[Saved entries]
+++

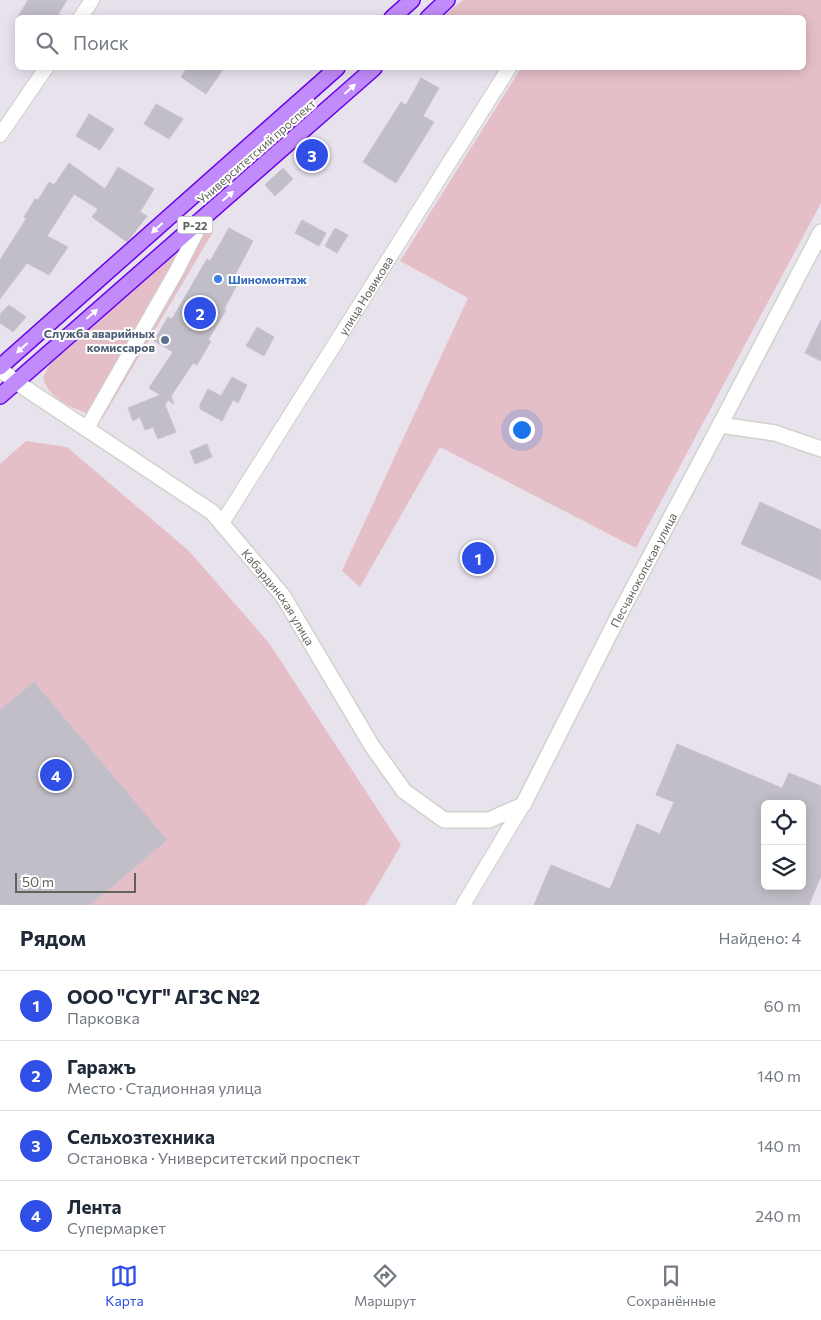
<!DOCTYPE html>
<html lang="ru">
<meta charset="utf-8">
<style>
:root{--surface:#fff;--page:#f6f6f7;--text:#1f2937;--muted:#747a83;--line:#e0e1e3;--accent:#2f4fe6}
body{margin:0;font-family:Commissioner,sans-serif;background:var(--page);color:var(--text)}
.controls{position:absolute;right:15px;bottom:15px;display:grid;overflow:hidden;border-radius:8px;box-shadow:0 2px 12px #0003}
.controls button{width:45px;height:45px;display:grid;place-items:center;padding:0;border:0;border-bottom:1px solid var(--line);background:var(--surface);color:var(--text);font:25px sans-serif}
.scale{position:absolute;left:15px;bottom:12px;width:121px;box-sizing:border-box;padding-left:5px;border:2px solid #60635a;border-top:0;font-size:14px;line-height:18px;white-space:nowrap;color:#60635a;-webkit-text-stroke:4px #fff;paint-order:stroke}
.you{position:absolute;left:521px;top:429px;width:18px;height:18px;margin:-12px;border:4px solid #fff;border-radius:50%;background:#1a73e8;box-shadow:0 0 0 8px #1a73e833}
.badge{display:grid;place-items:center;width:32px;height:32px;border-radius:50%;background:var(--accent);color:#fff;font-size:16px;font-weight:700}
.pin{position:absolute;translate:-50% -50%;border:2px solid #fff;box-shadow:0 1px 5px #0006}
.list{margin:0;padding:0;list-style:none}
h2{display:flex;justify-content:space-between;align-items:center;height:65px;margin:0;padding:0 20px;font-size:21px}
h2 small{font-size:16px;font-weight:400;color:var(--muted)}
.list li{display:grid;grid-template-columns:32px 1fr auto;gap:15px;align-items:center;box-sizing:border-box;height:70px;padding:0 20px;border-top:1px solid var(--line)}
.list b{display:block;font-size:19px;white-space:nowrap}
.list p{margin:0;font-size:16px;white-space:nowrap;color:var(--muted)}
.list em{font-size:16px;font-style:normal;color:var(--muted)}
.icon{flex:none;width:28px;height:28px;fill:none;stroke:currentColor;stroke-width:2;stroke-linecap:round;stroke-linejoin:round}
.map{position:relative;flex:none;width:821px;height:905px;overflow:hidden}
.search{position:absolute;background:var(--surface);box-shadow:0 2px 12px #0003;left:15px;right:15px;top:15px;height:55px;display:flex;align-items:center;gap:12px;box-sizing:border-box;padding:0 18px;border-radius:8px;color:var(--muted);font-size:19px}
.sheet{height:345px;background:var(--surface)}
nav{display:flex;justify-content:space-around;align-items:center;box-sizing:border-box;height:70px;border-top:1px solid var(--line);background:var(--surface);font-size:14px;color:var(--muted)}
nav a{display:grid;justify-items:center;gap:2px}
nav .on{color:var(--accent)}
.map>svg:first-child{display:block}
.green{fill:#e5bfc8}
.building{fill:#c2bec8;stroke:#c8c1d2;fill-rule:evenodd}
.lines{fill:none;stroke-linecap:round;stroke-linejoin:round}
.street-casing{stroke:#cdcfc9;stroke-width:16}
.secondary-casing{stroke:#d0d3cb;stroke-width:18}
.highway-casing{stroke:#6804ec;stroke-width:18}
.street{stroke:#fff;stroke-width:14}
.secondary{stroke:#fff;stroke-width:15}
.highway{stroke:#c28bfb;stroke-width:15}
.oneway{fill:#fff}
.shop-dot{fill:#3f7fe0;stroke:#fff;stroke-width:2}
.service-dot{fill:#5c6f8a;stroke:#fff;stroke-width:2}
.labels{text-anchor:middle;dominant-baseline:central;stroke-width:4;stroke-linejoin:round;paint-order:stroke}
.shield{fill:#fff;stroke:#90928c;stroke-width:1}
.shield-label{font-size:11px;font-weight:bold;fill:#60635a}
.street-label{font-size:12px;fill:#60635a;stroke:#fff}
.shop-label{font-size:12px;font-weight:bold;fill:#366cbe;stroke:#fff;text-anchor:start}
.service-label{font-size:12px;font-weight:bold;fill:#4e5e75;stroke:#fff;text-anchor:end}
</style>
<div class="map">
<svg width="821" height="905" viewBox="0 0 821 905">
<rect width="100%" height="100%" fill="#e8e2ed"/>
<path class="green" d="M 463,0 L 821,0 L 821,203 L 636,548 L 440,447 L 360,587 L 342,571 L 468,298 L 400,261 L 521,68 L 804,68 L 804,18 L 449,18 L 444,15 Z
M 207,224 L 213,232 L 102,419 C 80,410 50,403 43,378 L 50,363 Z
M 26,441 L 67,447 L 189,551 L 269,643 L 401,845 L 366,905 L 0,905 L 0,464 Z"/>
<path class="building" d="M 28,0 L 67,0 L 56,18 L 17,18 Z
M 187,68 L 224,68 L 206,94 L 181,77 Z
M 421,78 L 439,88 L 423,116 L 434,122 L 396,183 L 363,162 L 401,102 L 406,105 Z
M 156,104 L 183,119 L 169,139 L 144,124 Z
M 89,114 L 114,129 L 100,150 L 76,136 Z
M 69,163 L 105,189 L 118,167 L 154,189 L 140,212 L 147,216 L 127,242 L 92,217 L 98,209 L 74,194 L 47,236 L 68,247 L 49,275 L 27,263 L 0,299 L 0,260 L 26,219 L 24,217 L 35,199 L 38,200 L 49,182 L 54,185 Z
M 283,168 L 293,179 L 275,196 L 265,185 Z
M 302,220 L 326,233 L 319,246 L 295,233 Z
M 229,228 L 253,241 L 235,275 L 241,278 L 224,309 L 226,310 L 208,340 L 211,341 L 197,365 L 193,363 L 171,396 L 174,404 L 168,400 L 165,405 L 176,432 L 158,439 L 153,427 L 145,430 L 140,417 L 133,421 L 128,408 L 160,395 L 149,388 L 173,352 L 154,341 L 168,317 L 172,319 L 207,259 L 210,261 Z
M 335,228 L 348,235 L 337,253 L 325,246 Z
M 9,305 L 26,317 L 13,332 L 0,323 L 0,314 Z
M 821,320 L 821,361 L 805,353 Z
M 257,327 L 274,337 L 264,356 L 246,346 Z
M 232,377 L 247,385 L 238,403 L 233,400 L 222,421 L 200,409 L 200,404 L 208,389 L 221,396 Z
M 207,444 L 212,457 L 195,464 L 190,451 Z
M 760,502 L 821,530 L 821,580 L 741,544 Z
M 34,682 L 167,840 L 90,905 L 0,905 L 0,710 Z
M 677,744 L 782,788 L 789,773 L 821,786 L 821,876 L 809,905 L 534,905 L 551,865 L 610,889 L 637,824 L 660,834 L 674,802 L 656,795 ZM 765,804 L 802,804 L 802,886 L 765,886 Z"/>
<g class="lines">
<g class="street-casing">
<g id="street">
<path d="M 80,18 L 92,0"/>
<path d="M 0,135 L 46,68"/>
<path d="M 87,428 L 176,272 L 203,219"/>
<path id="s1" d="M 222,523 L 509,68"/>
<path d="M 463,905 L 523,805"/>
</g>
</g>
<g class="secondary-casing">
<g id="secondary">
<path id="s2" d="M 0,369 L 16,382 L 212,512 L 283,596 L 372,746 L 404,791 L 444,820 L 489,820 L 523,805 L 617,619 L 720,425 L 821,232"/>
<path d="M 720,425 L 775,433 L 821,449"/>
</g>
</g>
<g class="highway-casing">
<path id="highway" d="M 392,18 L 412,0
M 428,18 L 447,0
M 0,367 L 337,68
M 0,396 L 374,68"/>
</g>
<use href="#street" class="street"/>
<use href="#secondary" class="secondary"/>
<use href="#highway" class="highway"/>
</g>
<defs><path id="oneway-solid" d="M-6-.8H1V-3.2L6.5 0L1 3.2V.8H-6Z" transform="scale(1.25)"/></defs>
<g class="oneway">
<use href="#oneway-solid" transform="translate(350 89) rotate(-42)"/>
<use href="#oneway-solid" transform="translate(228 196) rotate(-41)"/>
<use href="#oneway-solid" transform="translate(157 228) rotate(138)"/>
<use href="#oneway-solid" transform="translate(92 314) rotate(-41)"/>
<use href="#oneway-solid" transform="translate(22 348) rotate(138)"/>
</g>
<circle class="shop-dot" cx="218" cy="279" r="5"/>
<circle class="service-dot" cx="165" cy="340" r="5"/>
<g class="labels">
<rect class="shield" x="177.5" y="216.5" width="35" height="17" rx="4"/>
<g class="shield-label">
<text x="195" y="225">Р-22</text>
</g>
<g class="street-label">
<text transform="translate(256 151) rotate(-41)">Университетский проспект</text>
<text stroke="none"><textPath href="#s1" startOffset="269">улица Новикова</textPath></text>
<text stroke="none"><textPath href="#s2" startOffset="991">Песчанокопская улица</textPath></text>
<text stroke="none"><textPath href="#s2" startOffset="364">Кабардинская улица</textPath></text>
</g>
<g class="shop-label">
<text x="228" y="279">Шиномонтаж</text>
</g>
<g class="service-label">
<text x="155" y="333">Служба аварийных<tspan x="155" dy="14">комиссаров</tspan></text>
</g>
</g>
</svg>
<div class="controls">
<button><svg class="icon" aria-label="locate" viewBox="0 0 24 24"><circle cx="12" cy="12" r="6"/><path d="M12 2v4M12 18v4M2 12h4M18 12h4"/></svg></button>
<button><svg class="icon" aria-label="layers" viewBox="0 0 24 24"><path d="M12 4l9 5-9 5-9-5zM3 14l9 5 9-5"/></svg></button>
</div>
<div class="scale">50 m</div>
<div class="you"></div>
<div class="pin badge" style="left:478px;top:558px">1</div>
<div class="pin badge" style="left:200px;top:313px">2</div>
<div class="pin badge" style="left:312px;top:155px">3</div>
<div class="pin badge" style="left:56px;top:775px">4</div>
<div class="search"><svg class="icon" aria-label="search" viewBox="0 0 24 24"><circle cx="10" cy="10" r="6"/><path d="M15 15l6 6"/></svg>Поиск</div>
</div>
<section class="sheet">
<h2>Рядом<small>Найдено: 4</small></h2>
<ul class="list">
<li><span class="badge">1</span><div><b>ООО &quot;СУГ&quot; АГЗС №2</b><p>Парковка</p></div><em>60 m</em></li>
<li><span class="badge">2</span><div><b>Гаражъ</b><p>Место · Стадионная улица</p></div><em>140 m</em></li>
<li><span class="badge">3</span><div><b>Сельхозтехника</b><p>Остановка · Университетский проспект</p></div><em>140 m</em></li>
<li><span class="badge">4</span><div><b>Лента</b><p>Супермаркет</p></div><em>240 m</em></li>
</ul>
</section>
<nav>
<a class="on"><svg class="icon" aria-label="map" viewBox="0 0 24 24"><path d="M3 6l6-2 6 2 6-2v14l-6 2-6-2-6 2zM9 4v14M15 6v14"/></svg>Карта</a>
<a><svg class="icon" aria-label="directions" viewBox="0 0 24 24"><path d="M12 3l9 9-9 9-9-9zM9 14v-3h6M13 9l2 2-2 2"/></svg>Маршрут</a>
<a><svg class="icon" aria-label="saved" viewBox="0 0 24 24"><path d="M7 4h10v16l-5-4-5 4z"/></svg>Сохранённые</a>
</nav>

+++

Exercise details
Please show, exactly as written, every line above that contains the word "linecap".

Exercise solution
.icon{flex:none;width:28px;height:28px;fill:none;stroke:currentColor;stroke-width:2;stroke-linecap:round;stroke-linejoin:round}
.lines{fill:none;stroke-linecap:round;stroke-linejoin:round}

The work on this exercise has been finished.